* **WORK ORDER**: Output nothing but the lines from the beginning of the listing below through the line containing "0 #5c7072) drop-shadow(-2px", exactly as they stand, without pictures.

[Opening PROVIDED DATA section]

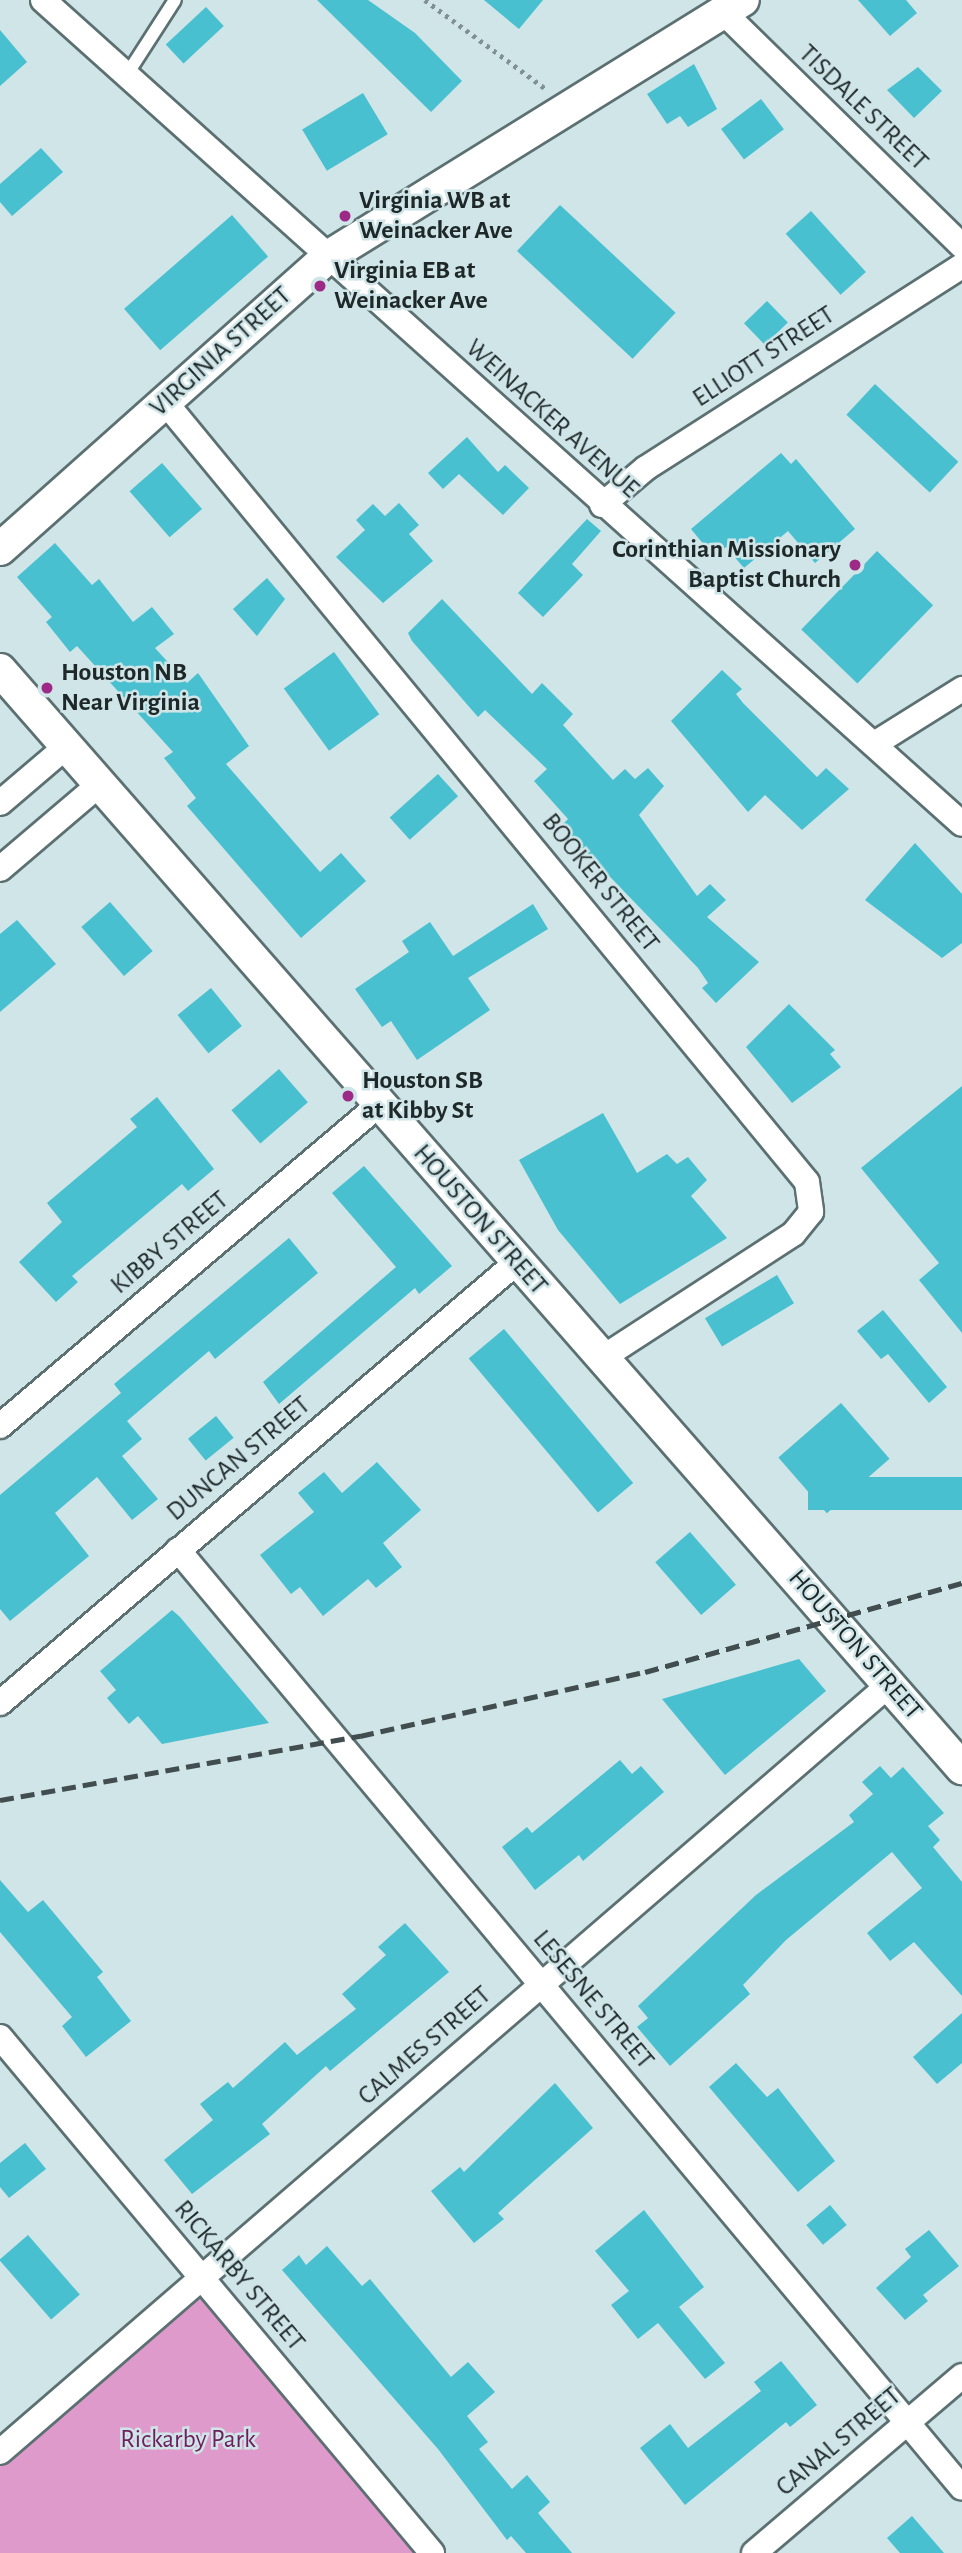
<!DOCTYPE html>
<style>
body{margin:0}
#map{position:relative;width:962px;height:2553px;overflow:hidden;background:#cfe5e8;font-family:"Alegreya Sans",sans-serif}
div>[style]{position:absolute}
.green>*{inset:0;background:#df9acc}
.building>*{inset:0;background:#48c0cf;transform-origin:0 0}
.path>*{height:4.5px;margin-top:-2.25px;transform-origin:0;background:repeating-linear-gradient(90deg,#819193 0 3.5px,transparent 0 8.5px)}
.roads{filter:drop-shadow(2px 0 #5c7072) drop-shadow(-2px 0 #5c7072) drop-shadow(0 2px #5c7072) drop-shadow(0 -2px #5c7072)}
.service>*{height:12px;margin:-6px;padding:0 6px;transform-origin:6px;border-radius:6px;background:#fff}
.minor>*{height:24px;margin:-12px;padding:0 12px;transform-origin:12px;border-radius:12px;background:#fff}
.tertiary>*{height:32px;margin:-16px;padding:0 16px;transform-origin:16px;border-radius:16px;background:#fff}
.rail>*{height:5px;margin-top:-2.5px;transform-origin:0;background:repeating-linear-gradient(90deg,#414d4e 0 14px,transparent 0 21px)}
.dots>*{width:19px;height:19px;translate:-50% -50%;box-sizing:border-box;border:4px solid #cfe5e8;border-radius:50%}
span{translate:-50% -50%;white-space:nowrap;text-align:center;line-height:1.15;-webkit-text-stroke:5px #cfe5e8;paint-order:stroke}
.street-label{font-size:26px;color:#1f2829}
.poi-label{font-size:26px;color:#1f2829;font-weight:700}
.left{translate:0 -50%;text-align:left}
.right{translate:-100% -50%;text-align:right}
.park-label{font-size:26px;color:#6f1e5e}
</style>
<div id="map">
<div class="green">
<i style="clip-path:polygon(202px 2277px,432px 2553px,0 2553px,0 2452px)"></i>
</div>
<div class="building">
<i style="clip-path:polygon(317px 0,368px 0,415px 33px,462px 81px,431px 112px)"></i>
<i style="clip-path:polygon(484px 0,543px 0,519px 29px)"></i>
<i style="clip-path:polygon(858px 0,906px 0,917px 13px,890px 36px)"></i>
<i style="left:206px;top:7px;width:26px;height:55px;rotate:47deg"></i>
<i style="clip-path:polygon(0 30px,27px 62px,0 86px)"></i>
<i style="clip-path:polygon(694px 64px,717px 109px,688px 127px,680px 116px,667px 124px,647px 94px)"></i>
<i style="clip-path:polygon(918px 67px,942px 91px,914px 118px,887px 90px)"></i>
<i style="left:363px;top:93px;width:48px;height:71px;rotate:59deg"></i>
<i style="left:761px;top:99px;width:38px;height:50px;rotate:53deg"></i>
<i style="clip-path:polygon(41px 148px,63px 172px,12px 216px,0 202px,0 184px)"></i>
<i style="left:560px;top:205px;width:158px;height:63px;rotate:43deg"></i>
<i style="left:811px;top:211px;width:82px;height:34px;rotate:48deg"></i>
<i style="left:232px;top:215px;width:55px;height:143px;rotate:49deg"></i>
<i style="left:767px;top:301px;width:30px;height:32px;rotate:46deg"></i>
<i style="left:875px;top:384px;width:114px;height:42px;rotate:43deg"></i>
<i style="clip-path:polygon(467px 437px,498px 472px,505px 465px,529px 488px,503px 515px,459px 474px,443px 489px,428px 473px)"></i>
<i style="clip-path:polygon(781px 453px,791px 464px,796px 459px,855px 529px,815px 563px,788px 531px,744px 568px,726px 547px,714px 557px,691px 529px)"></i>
<i style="left:162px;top:463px;width:61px;height:43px;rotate:49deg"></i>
<i style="clip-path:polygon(399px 503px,419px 525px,409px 534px,433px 561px,383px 603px,336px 557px,365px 530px,356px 520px,373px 504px,385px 516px)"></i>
<i style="clip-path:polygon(587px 519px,601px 531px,572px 564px,583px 575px,543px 617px,518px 593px)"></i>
<i style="clip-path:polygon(55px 543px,92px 585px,99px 579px,133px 622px,152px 607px,174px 634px,155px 648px,187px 683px,198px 673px,249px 746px,226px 764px,320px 872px,341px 853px,366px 881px,301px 938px,187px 806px,196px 798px,164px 758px,173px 752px,77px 646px,70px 652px,46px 622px,52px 617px,17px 577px)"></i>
<i style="left:877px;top:551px;width:78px;height:109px;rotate:44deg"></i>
<i style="clip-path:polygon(267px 578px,285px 599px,257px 636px,233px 609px)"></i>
<i style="clip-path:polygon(442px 599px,532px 694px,542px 683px,573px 714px,563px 725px,613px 780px,625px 769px,635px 779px,648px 768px,664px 786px,639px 815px,697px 896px,710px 884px,726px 900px,707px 917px,759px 962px,716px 1003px,702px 988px,708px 983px,698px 968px,561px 826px,568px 819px,534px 781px,547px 769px,485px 710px,478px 717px,412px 641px,408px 633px)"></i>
<i style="left:334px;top:652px;width:77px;height:62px;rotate:54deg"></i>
<i style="clip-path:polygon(722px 670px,742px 689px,736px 694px,743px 703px,817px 777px,826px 768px,849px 789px,802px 830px,765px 795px,748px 812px,671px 721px)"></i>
<i style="left:438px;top:774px;width:30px;height:65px;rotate:48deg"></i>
<i style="clip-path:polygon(915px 843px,962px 894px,962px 943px,942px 958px,865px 900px)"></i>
<i style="left:110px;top:902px;width:65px;height:38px;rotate:49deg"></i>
<i style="clip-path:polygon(533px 904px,548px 929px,468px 978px,490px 1010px,417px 1060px,391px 1021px,382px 1027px,355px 989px,409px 952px,402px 941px,430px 922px,453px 956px)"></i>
<i style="clip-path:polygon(17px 920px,56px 964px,0 1012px,0 934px)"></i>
<i style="left:211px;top:988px;width:49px;height:43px;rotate:51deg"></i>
<i style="clip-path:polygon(789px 1004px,835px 1050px,830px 1054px,841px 1067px,792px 1103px,746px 1047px)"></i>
<i style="left:279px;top:1069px;width:44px;height:63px;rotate:49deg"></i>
<i style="clip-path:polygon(962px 1086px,962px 1333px,919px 1280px,939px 1263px,861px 1168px)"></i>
<i style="clip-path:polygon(157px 1097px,214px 1169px,188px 1191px,182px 1184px,72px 1276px,78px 1282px,56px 1302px,19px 1262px,62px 1222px,47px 1203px,137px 1127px,130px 1119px)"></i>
<i style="clip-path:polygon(603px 1113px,637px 1173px,667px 1154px,677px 1164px,688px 1157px,707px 1180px,691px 1196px,727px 1238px,620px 1304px,558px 1230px,519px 1160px)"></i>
<i style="clip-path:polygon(364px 1166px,452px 1266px,419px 1294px,415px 1288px,279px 1404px,263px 1382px,396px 1267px,332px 1193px)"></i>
<i style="clip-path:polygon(289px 1238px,318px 1273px,215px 1359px,209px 1351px,127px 1421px,142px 1439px,122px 1456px,158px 1499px,132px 1520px,97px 1477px,55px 1513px,89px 1556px,10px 1621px,0 1609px,0 1495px,121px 1393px,114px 1384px)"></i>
<i style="left:777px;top:1275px;width:33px;height:84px;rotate:59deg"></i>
<i style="clip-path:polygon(883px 1310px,947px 1387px,929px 1403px,888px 1354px,881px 1359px,857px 1331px)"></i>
<i style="left:504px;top:1329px;width:201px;height:46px;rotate:50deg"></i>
<i style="left:841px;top:1403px;width:74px;height:83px;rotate:49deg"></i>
<i style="left:216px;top:1416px;width:28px;height:36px;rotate:51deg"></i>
<i style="clip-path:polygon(377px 1462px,421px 1510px,383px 1543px,402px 1567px,376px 1588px,368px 1579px,323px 1616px,300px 1587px,291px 1594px,260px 1555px,314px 1512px,298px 1493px,324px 1472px,342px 1493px)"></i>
<i style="left:962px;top:1477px;width:33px;height:154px;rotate:90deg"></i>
<i style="left:690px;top:1532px;width:70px;height:46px;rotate:49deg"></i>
<i style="clip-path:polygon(172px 1610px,180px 1617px,269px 1723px,162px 1744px,138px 1716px,129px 1724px,107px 1698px,116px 1690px,100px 1671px)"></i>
<i style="clip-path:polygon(799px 1659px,826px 1691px,725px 1775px,662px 1699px)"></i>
<i style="clip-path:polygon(620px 1760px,632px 1774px,641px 1766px,664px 1792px,583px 1861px,579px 1855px,535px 1890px,502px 1847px,527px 1827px,532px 1833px)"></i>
<i style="clip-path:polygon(880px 1766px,891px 1778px,903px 1767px,944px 1813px,928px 1826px,940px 1840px,933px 1847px,962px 1882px,962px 1996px,914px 1942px,890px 1961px,867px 1933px,922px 1888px,892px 1852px,786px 1940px,743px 1985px,750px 1994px,670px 2066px,637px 2027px,648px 2018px,638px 2006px,756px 1895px,854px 1822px,849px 1815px,873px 1794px,862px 1782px)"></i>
<i style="clip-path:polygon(0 1880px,28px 1912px,43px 1900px,103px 1972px,97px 1977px,131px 2021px,86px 2057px,62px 2026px,72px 2017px,0 1932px)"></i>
<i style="clip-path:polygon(405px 1923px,449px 1972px,330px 2071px,326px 2066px,262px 2124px,270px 2134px,192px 2194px,164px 2160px,213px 2120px,200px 2104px,228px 2082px,233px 2088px,285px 2042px,297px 2055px,356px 2009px,342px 1994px,386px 1955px,378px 1947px)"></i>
<i style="clip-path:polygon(962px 2013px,962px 2063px,937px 2084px,913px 2057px)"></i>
<i style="clip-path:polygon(736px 2063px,767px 2097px,778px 2088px,835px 2161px,798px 2192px,709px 2087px)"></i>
<i style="clip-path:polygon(555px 2083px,593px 2128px,498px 2213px,504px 2219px,474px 2243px,431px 2191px,460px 2167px,464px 2172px)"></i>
<i style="clip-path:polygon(25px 2143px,46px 2169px,9px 2198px,0 2187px,0 2163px)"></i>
<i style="left:830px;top:2205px;width:26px;height:31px;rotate:50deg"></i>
<i style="clip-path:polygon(644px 2210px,704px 2287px,679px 2307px,725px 2363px,705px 2379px,658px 2323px,638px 2339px,611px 2305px,629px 2291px,595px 2251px)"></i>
<i style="clip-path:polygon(929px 2230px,959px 2266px,923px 2295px,928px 2301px,905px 2320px,876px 2288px,911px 2257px,905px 2249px)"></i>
<i style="left:28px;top:2235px;width:79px;height:38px;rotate:49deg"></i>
<i style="clip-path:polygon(327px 2246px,362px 2286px,370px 2279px,451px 2377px,468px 2362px,495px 2392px,467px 2416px,488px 2442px,479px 2449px,512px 2489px,527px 2475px,550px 2502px,538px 2513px,572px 2553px,526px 2553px,511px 2536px,507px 2540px,438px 2449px,282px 2270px,299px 2255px,306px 2265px)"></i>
<i style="clip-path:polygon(781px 2361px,817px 2405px,790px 2427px,786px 2422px,685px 2505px,640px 2448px,670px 2424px,688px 2448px,761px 2391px,754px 2382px)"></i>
<i style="clip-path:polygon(912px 2516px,944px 2553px,900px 2553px,887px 2538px)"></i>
</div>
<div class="path">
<i style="left:425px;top:0;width:149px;rotate:36.3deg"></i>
</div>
<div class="roads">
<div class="service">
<i style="left:126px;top:76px;width:90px;rotate:-57.2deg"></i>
</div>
<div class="minor">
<i style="left:43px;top:0;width:1234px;rotate:41.88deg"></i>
<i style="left:723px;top:12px;width:334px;rotate:44.4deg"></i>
<i style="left:165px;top:402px;width:1010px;rotate:50.54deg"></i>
<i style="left:807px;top:1182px;width:30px;rotate:82deg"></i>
<i style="left:811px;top:1212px;width:28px;rotate:129deg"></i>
<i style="left:793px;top:1234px;width:228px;rotate:147deg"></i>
<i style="left:602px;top:505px;width:57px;rotate:-40.1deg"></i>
<i style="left:646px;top:468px;width:375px;rotate:-32.6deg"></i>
<i style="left:876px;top:743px;width:102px;rotate:-32.1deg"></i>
<i style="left:0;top:803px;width:88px;rotate:-40.4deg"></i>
<i style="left:0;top:869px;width:131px;rotate:-40.4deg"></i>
<i style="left:0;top:1426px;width:497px;rotate:-40.3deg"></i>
<i style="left:178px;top:1550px;width:1222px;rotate:50.11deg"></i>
<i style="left:0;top:1703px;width:680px;rotate:-40.46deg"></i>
<i style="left:0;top:2037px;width:673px;rotate:50.06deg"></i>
<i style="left:0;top:2452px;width:1174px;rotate:-40.79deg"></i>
<i style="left:754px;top:2553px;width:273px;rotate:-40.4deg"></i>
</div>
<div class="tertiary">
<i style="left:0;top:549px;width:439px;rotate:-41.7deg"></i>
<i style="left:328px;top:257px;width:488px;rotate:-31.8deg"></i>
<i style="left:0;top:670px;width:1460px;rotate:48.78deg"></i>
</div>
</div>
<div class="rail">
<i style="left:0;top:1800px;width:366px;rotate:-10.1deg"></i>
<i style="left:360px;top:1736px;width:292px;rotate:-12.7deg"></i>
<i style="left:645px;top:1672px;width:329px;rotate:-15.7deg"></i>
</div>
<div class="dots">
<i style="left:345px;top:216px;background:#9d2a86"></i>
<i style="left:320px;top:286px;background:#9d2a86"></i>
<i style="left:855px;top:565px;background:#9d2a86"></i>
<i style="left:47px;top:688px;background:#9d2a86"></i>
<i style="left:348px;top:1096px;background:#9d2a86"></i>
</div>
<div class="street-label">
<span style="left:863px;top:108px;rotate:44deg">TISDALE STREET</span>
<span style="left:221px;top:352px;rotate:-42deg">VIRGINIA STREET</span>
<span style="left:764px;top:357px;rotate:-33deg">ELLIOTT STREET</span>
<span style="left:552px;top:419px;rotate:42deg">WEINACKER AVENUE</span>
<span style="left:600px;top:883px;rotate:51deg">BOOKER STREET</span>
<span style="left:480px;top:1220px;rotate:49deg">HOUSTON STREET</span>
<span style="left:170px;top:1243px;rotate:-40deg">KIBBY STREET</span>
<span style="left:239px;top:1459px;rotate:-40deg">DUNCAN STREET</span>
<span style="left:855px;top:1645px;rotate:49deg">HOUSTON STREET</span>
<span style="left:593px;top:2000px;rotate:50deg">LESESNE STREET</span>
<span style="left:425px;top:2046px;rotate:-41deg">CALMES STREET</span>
<span style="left:239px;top:2276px;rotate:50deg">RICKARBY STREET</span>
<span style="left:839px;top:2442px;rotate:-40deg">CANAL STREET</span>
</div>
<div class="poi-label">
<span class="left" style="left:359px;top:216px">Virginia WB at<br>Weinacker Ave</span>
<span class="left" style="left:334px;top:286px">Virginia EB at<br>Weinacker Ave</span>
<span class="right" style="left:841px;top:565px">Corinthian Missionary<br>Baptist Church</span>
<span class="left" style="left:61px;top:688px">Houston NB<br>Near Virginia</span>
<span class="left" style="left:362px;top:1096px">Houston SB<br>at Kibby St</span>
</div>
<div class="park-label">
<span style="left:188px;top:2440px">Rickarby Park</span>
</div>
</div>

[Closing PROVIDED DATA section]

* **YOUR SOLUTION**:
<!DOCTYPE html>
<style>
body{margin:0}
#map{position:relative;width:962px;height:2553px;overflow:hidden;background:#cfe5e8;font-family:"Alegreya Sans",sans-serif}
div>[style]{position:absolute}
.green>*{inset:0;background:#df9acc}
.building>*{inset:0;background:#48c0cf;transform-origin:0 0}
.path>*{height:4.5px;margin-top:-2.25px;transform-origin:0;background:repeating-linear-gradient(90deg,#819193 0 3.5px,transparent 0 8.5px)}
.roads{filter:drop-shadow(2px 0 #5c7072) drop-shadow(-2px 0 #5c7072) drop-shadow(0 2px #5c7072) drop-shadow(0 -2px #5c7072)}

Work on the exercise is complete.